Conforme explica Fábio Gomes de
Matos, professor associado de Psiquiatria da Universidade Federal do Ceará
(UFC), o ser humano ainda tem uma necessidade de tornar o outro semelhante,
como um espelho.
“Nós costumamos acreditar, de forma muito certeira, que nossos
posicionamentos estão corretos. E não entendemos como as pessoas mais próximas,
filhos, maridos, esposas, amigos, podem questionar algo que estamos vendo como
correto”.
Por isso, ele diz, as situações
de convencimento extremo não estão relacionadas apenas com religião, mas também
com política, futebol, preferências artísticas. “É a não aceitação do outro.
Não vamos aos estádios para ver quem jogou melhor, mas para verdadeiras guerras
campais. Mas os seres humanos precisam entender que não podemos destruir os
demais por não desejarem ser iguais a nós”, explica. (Isabel Costa).
Depoimentos
“A premissa maior deve ser: o
diferente não é meu inimigo, mas deve ser meu professor. O diferente tem o que
eu não tenho, me complementa, me enriquece. Hoje as pessoas dizem que o
diferente é inimigo. Sendo diferente, não aceitam. Às vezes, nem conhecem a fé,
a religião ou a doutrina do outro, mas não aceitam. É triste. A palavra não é
tolerância. Pois tolerância me coloca em superioridade e eu tolero o outro.
Devemos ter convivência em amor. Entre partidos políticos, torcidas de futebol,
fiéis, entre famílias”; Pastor Munguba Júnior, presidente do Conselho de
Orientação do Ensino Religioso do Estado do Cear.
“O fanatismo leva ao absoluto as
suas próprias ideias e quer impor estas ideias através da destruição do outro.
‘Você não pensa como eu e deve ser eliminado’, dizem.
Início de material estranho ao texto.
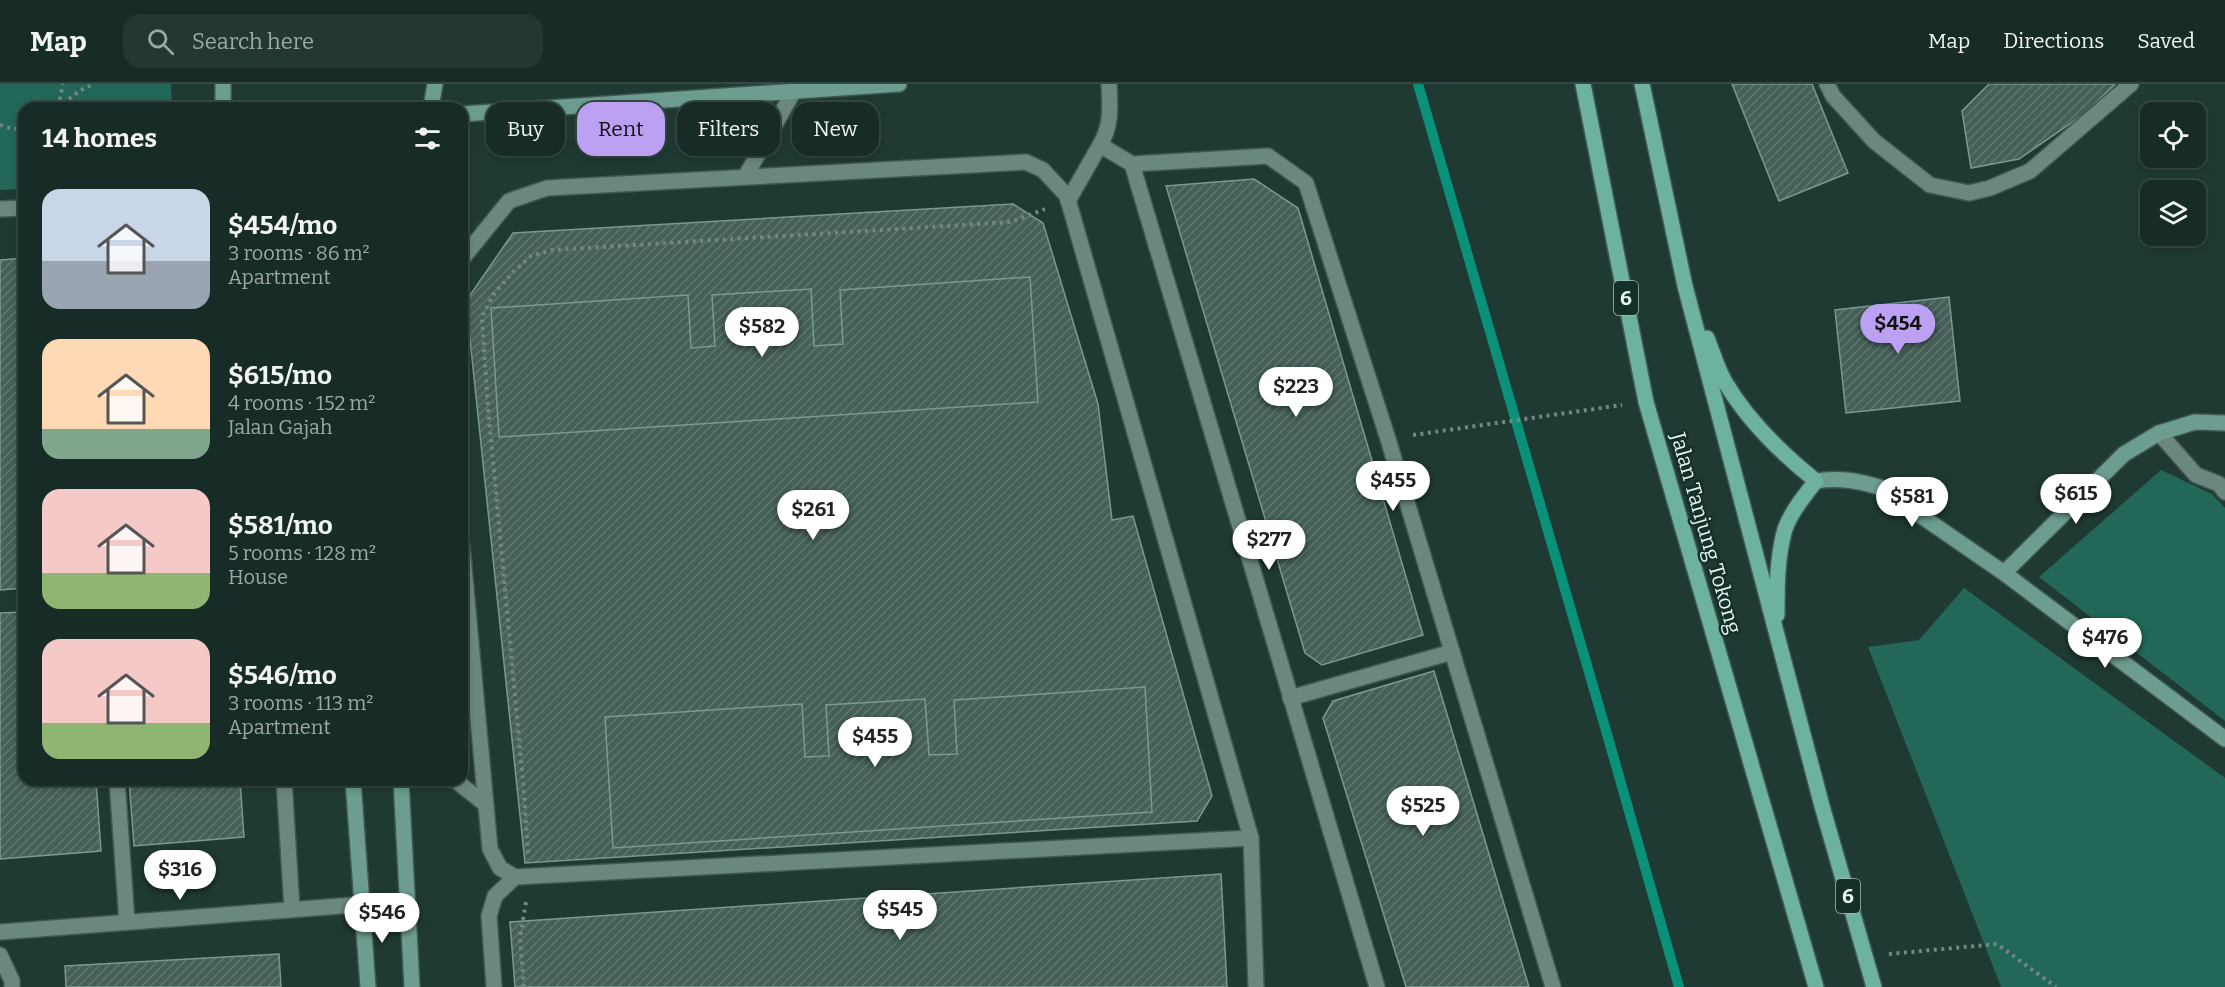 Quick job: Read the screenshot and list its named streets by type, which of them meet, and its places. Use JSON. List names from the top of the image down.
{
  "streets": {
    "main road": ["6", "Jalan Tanjung Tokong"]
  },
  "page": {
    "header": "Map",
    "search": "Search here",
    "nav": ["Map", "Directions", "Saved"],
    "chip": [
      "Buy",
      "Rent",
      "Filters",
      "New"
    ],
    "heading": "14 homes",
    "list": [
      {
        "name": "$454/mo",
        "note": "3 rooms · 86 m² · Apartment"
      },
      {
        "name": "$615/mo",
        "note": "4 rooms · 152 m² · Jalan Gajah"
      },
      {
        "name": "$581/mo",
        "note": "5 rooms · 128 m² · House"
      },
      {
        "name": "$546/mo",
        "note": "3 rooms · 113 m² · Apartment"
      }
    ],
    "price": [
      "$454",
      "$582",
      "$223",
      "$455",
      "$615",
      "$581",
      "$261",
      "$277",
      "$476",
      "$455",
      "$525",
      "$316",
      "$545",
      "$546"
    ]
  }
} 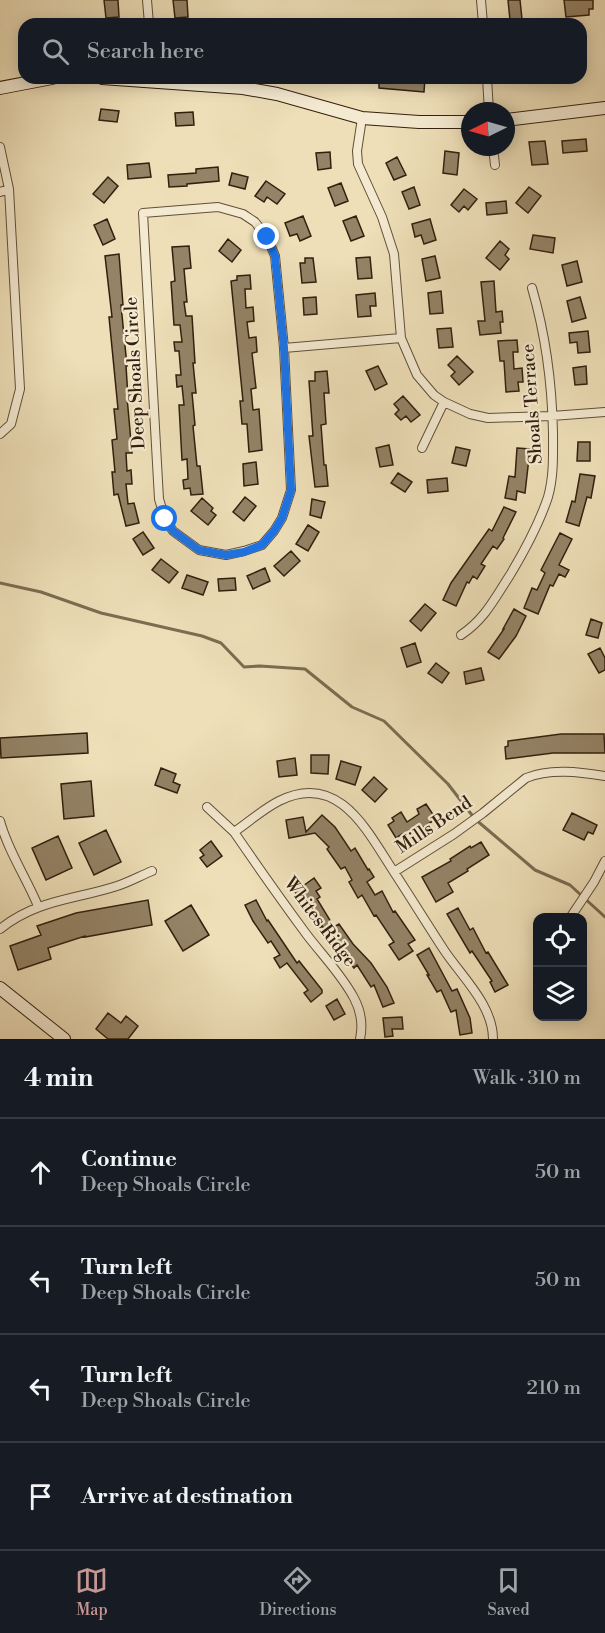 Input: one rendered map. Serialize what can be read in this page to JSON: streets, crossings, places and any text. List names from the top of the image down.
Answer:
{
  "streets": {
    "street": [
      "Deep Shoals Circle",
      "Shoals Terrace",
      "Mills Bend",
      "Whites Ridge"
    ]
  },
  "north": "left",
  "page": {
    "search": "Search here",
    "heading": ["4 min", "Walk · 310 m"],
    "list": [
      ["Continue", "Deep Shoals Circle", "50 m"],
      ["Turn left", "Deep Shoals Circle", "50 m"],
      ["Turn left", "Deep Shoals Circle", "210 m"],
      "Arrive at destination"
    ],
    "nav": ["Map", "Directions", "Saved"]
  }
} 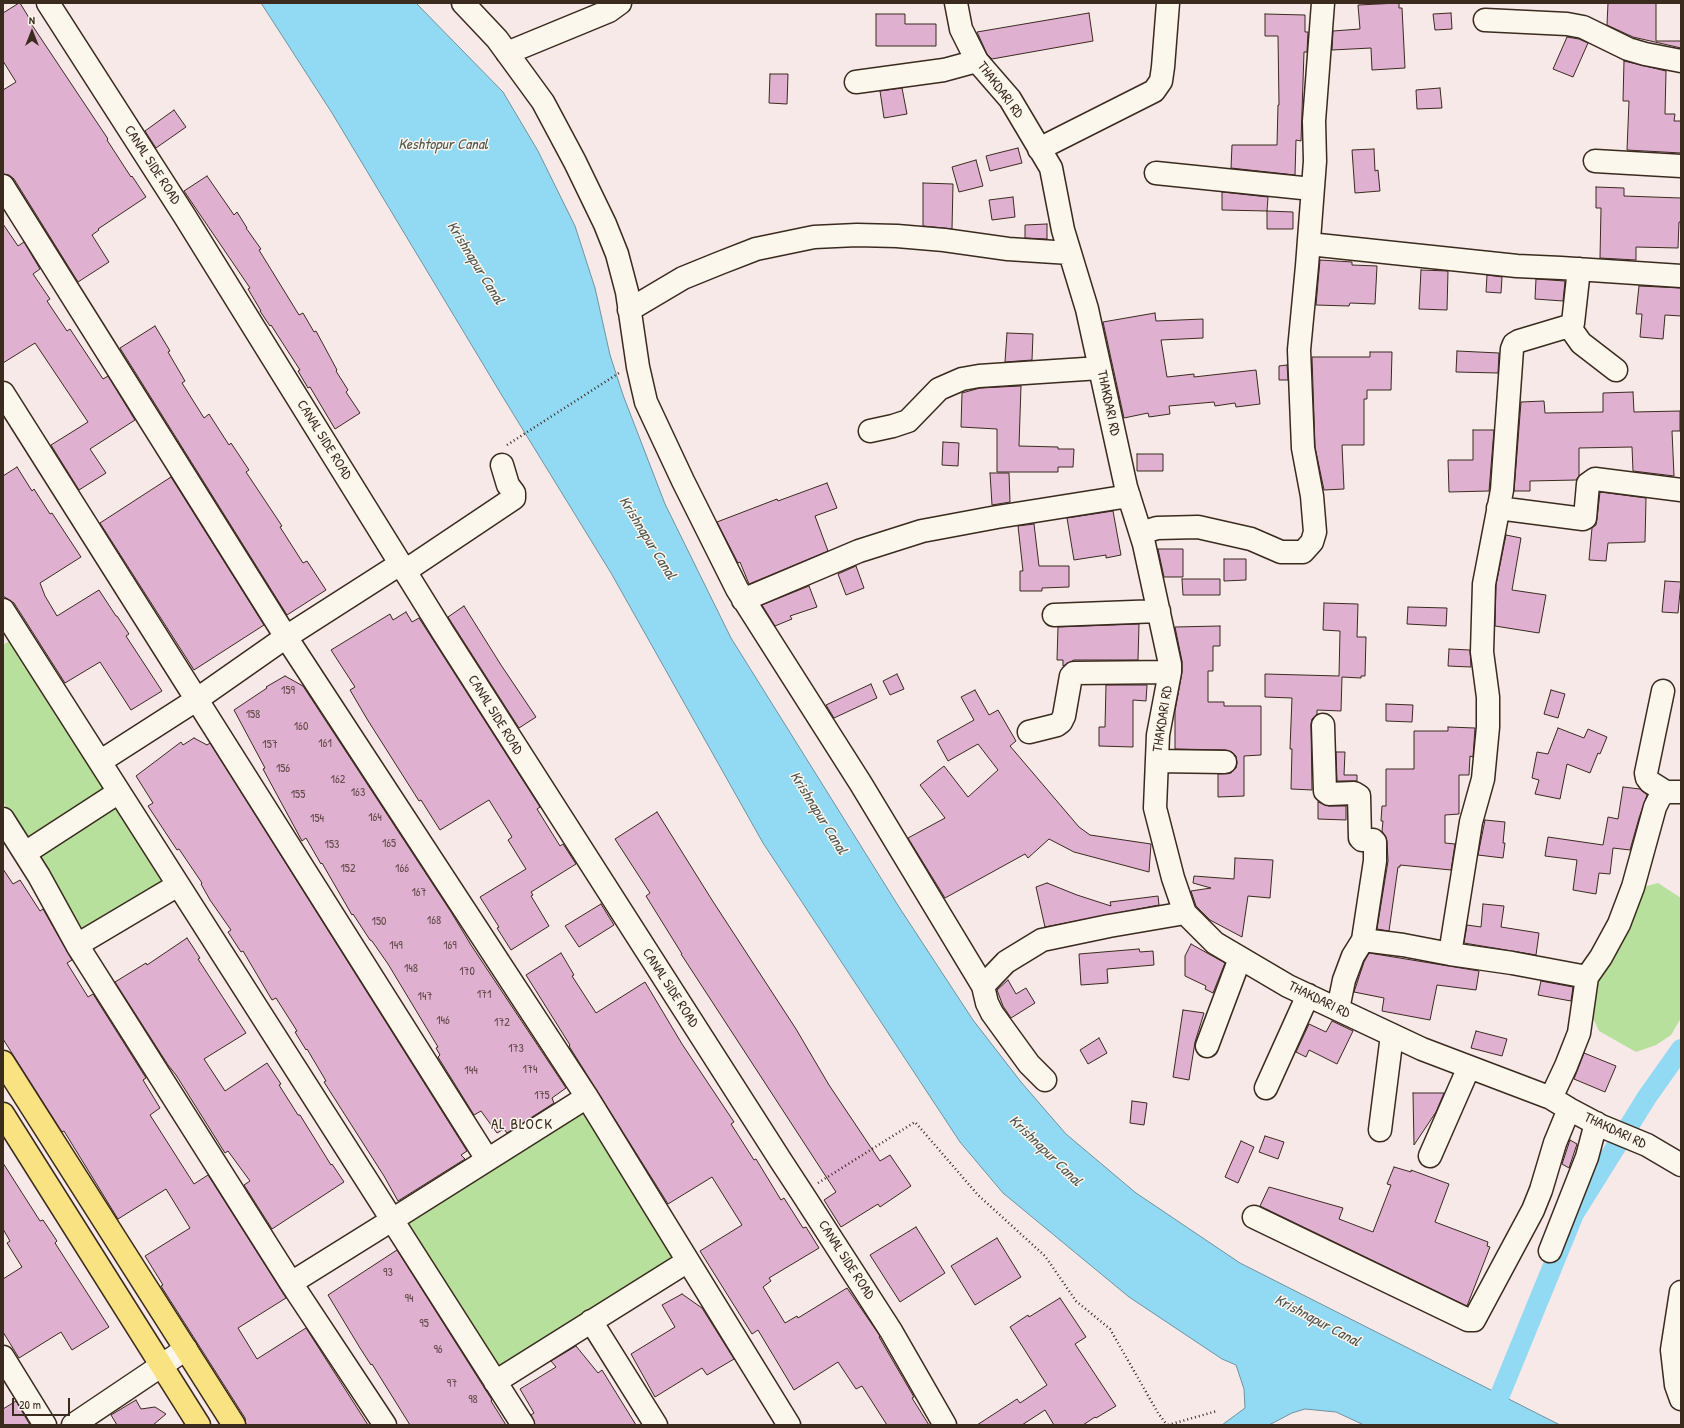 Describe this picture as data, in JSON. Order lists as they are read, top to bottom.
{
  "streets": {
    "street": ["THAKDARI RD", "CANAL SIDE ROAD"]
  },
  "districts": ["AL BLOCK"],
  "water": ["Keshtopur Canal", "Krishnapur Canal"],
  "house_numbers": [
    "159",
    "158",
    "160",
    "161",
    "157",
    "156",
    "162",
    "163",
    "155",
    "164",
    "154",
    "165",
    "153",
    "152",
    "166",
    "167",
    "168",
    "150",
    "149",
    "169",
    "148",
    "170",
    "171",
    "147",
    "146",
    "172",
    "173",
    "174",
    "144",
    "175",
    "93",
    "94",
    "95",
    "96",
    "97",
    "98"
  ],
  "scale_bar": "20 m",
  "north": "top"
} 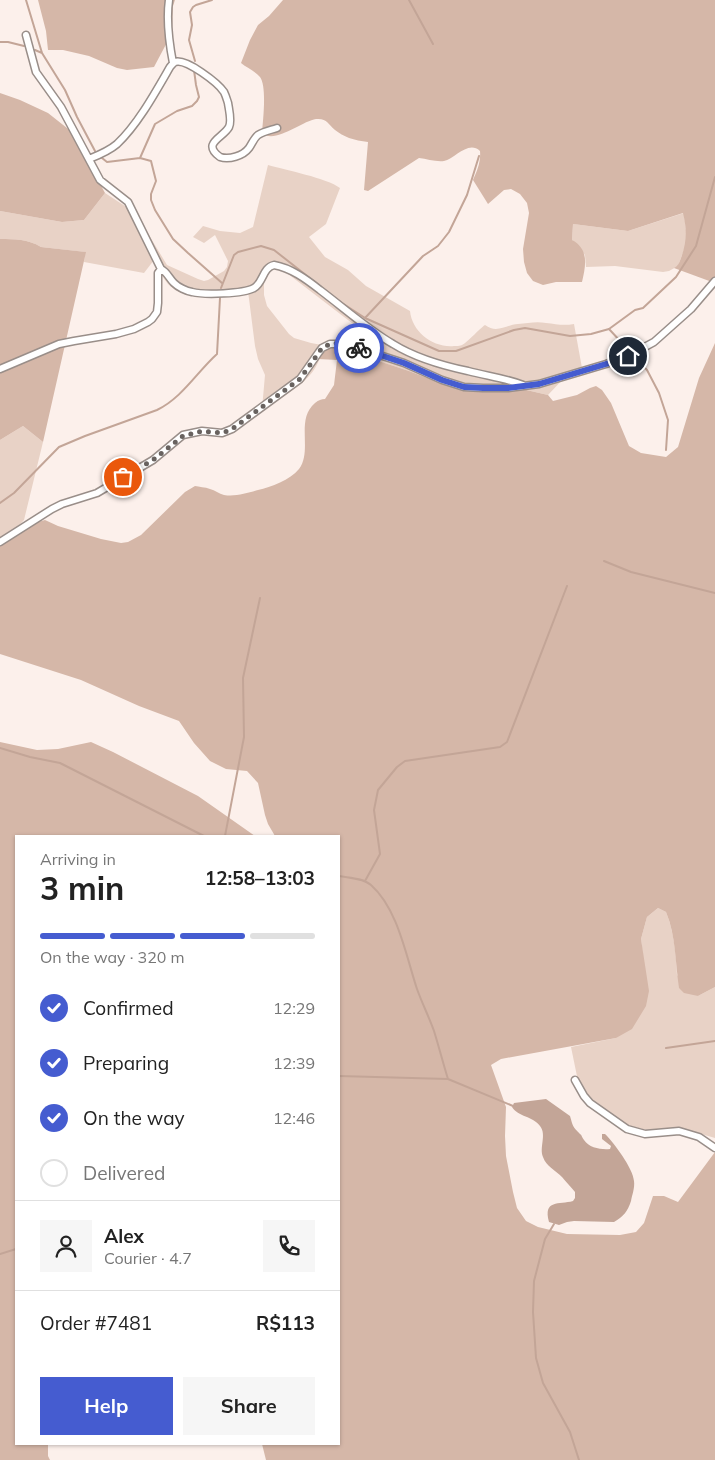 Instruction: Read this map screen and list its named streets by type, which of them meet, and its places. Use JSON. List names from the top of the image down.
{
  "page": {
    "heading": ["3 min", "Arriving in", "12:58–13:03"],
    "panel": [
      "Alex",
      "Courier · 4.7",
      "Order #7481",
      "R$113"
    ],
    "bar": "On the way · 320 m",
    "list": [
      ["Confirmed", "12:29"],
      ["Preparing", "12:39"],
      ["On the way", "12:46"],
      "Delivered"
    ],
    "buttons": ["Help", "Share"]
  }
} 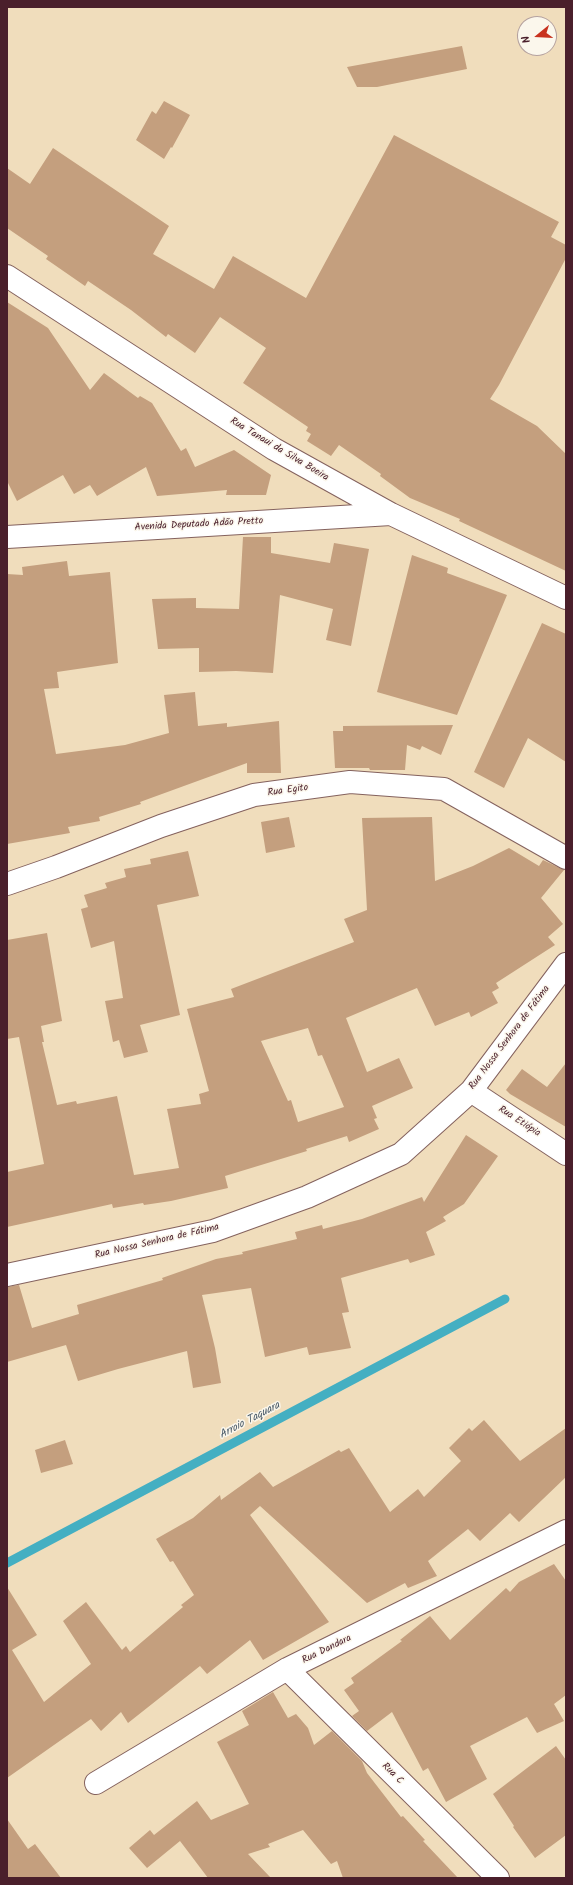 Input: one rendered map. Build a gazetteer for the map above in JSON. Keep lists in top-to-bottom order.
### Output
{
  "streets": {
    "street": [
      "Rua Tanaui da Silva Boeira",
      "Avenida Deputado Adão Pretto",
      "Rua Egito",
      "Rua Nossa Senhora de Fátima",
      "Rua Etiópia",
      "Rua Dandara",
      "Rua C"
    ]
  },
  "crossings": [
    ["Rua Tanaui da Silva Boeira", "Avenida Deputado Adão Pretto"],
    ["Rua Nossa Senhora de Fátima", "Rua Etiópia"],
    ["Rua Dandara", "Rua C"]
  ],
  "water": ["Arroio Taquara"],
  "north": "left"
}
O pior é fazer isso em
nome de Deus. Isso não é fé. É algo distante e oposto ao agir de Deus. Deus é
aquele que existe nas experiências humanas de religião, de vida, de amor, de
perdão. É o Deus do bem. Não destrói a vida, mas garante a vida e constrói. Os
atos extremos são doentios, pois levam ao absoluto algo que é opinião pessoal e
impõem essas opiniões sobre os ombros dos outros”; Padre Luís Sartorel,
assessor diocesano das Pastorais Sociais de Fortaleza e coordenador do Centro
de Estudos Bíblicos.
Intolerância
“O Ocidente é colocado como
evoluído, mas nós, mulheres, temos batalhas diárias. Somos barradas em algumas
empresas por usar o véu, como se fosse impedir de usar a nossa inteligência.
Não consideram a competência, mas, sim, o véu. Isso é uma intolerância.
Subjetiva, porém intolerância”; Karine Garcez, muçulmana.